## Activity
Look through the data below for the string "Bülowstraße", and copy every line where it turns up.

## Items from a data source
──────────────────────────────

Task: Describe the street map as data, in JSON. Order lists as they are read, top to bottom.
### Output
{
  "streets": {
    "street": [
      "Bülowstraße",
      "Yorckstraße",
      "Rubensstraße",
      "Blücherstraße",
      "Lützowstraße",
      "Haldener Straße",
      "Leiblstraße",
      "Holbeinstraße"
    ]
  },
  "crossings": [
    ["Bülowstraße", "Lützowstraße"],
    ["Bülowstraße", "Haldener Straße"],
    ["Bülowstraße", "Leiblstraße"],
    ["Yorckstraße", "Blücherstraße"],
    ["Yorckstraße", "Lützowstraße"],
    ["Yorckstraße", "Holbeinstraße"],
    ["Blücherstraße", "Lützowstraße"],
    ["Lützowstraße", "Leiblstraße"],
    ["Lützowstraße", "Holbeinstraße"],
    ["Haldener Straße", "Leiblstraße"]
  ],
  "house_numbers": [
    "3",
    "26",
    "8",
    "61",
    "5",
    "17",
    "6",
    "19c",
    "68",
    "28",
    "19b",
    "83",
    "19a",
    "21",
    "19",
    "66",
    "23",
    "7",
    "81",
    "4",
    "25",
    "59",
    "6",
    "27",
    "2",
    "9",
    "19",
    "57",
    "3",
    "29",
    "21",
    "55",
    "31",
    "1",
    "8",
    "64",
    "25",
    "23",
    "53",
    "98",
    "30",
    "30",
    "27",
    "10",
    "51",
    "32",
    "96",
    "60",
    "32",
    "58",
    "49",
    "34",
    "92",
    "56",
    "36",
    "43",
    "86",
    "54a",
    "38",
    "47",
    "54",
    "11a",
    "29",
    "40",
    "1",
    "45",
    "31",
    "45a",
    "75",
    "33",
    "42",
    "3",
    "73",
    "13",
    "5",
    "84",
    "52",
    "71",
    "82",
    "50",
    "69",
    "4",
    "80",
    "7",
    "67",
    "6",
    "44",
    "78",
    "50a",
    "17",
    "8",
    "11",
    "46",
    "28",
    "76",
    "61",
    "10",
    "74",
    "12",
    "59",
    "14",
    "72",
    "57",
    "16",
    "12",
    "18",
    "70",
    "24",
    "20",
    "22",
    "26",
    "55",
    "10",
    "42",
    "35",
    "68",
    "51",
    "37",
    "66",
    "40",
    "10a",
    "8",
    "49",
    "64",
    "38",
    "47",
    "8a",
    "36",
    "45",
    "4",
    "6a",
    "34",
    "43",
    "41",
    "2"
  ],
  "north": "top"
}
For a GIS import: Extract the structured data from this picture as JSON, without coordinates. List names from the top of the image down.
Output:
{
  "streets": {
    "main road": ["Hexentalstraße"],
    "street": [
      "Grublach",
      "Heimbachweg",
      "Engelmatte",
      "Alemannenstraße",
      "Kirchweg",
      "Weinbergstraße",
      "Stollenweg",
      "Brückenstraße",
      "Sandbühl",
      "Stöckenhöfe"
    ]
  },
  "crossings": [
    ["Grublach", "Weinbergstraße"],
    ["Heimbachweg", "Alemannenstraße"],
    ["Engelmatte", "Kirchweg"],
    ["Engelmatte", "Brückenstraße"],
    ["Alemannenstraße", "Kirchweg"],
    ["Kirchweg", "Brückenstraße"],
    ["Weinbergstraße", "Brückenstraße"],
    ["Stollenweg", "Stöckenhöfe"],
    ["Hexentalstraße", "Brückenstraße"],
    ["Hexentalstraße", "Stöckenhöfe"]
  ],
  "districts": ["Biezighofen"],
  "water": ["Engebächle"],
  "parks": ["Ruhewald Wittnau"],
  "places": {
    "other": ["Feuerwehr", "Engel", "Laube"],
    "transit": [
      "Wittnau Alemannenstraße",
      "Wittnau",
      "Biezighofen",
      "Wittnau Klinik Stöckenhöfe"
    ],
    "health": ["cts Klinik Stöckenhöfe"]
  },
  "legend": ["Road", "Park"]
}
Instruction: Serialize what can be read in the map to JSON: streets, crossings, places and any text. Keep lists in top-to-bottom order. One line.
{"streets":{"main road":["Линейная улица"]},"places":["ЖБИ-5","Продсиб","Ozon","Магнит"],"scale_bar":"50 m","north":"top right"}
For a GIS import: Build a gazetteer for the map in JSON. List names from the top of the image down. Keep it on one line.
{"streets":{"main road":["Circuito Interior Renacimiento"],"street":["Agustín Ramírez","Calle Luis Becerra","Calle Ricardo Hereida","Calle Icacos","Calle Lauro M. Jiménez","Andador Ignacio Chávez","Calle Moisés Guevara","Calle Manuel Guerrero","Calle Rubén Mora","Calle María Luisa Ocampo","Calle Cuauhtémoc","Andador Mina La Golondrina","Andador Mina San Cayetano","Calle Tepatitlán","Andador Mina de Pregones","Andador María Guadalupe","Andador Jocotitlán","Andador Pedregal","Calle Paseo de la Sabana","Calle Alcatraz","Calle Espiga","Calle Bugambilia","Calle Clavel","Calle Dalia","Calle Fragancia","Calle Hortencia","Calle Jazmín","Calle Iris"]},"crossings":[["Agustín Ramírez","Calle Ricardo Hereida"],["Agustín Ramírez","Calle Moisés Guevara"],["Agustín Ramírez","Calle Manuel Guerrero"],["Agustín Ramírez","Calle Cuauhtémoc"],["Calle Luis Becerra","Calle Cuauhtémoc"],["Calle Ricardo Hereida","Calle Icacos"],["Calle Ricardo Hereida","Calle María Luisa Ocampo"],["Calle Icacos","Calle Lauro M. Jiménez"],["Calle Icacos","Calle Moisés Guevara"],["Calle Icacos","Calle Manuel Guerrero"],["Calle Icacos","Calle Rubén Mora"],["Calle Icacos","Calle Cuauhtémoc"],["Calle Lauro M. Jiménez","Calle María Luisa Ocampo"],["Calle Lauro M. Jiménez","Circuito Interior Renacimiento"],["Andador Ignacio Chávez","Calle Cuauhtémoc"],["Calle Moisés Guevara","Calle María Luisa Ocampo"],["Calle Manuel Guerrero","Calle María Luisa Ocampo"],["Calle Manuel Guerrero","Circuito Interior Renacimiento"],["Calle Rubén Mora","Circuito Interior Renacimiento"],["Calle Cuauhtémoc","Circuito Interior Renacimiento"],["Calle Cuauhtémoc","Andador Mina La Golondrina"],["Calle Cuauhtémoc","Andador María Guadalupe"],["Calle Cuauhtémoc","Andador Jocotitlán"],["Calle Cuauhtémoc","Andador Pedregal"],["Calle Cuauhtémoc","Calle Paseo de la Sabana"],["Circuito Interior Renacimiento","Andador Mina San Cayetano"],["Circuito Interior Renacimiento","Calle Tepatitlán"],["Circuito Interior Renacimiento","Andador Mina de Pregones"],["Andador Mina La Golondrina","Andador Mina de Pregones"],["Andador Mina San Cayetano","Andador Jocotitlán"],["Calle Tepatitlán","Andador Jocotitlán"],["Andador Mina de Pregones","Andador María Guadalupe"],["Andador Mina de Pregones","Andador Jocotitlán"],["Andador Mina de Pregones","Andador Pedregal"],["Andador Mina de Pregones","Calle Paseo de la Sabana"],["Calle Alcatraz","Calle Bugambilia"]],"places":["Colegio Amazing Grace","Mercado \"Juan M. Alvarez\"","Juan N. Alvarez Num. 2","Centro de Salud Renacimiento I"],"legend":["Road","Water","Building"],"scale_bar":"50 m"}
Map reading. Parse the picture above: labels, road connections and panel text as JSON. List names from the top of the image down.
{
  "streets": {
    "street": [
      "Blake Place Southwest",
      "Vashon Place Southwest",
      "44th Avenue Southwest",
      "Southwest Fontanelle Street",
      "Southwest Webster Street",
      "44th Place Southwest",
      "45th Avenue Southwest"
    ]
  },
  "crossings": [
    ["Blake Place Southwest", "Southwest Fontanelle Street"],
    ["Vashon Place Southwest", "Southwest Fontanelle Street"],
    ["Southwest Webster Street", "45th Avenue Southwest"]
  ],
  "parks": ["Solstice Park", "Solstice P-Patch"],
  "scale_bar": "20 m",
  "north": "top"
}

──────────────────────────────

## Reply
      "Bülowstraße",
    ["Bülowstraße", "Lützowstraße"],
    ["Bülowstraße", "Haldener Straße"],
    ["Bülowstraße", "Leiblstraße"],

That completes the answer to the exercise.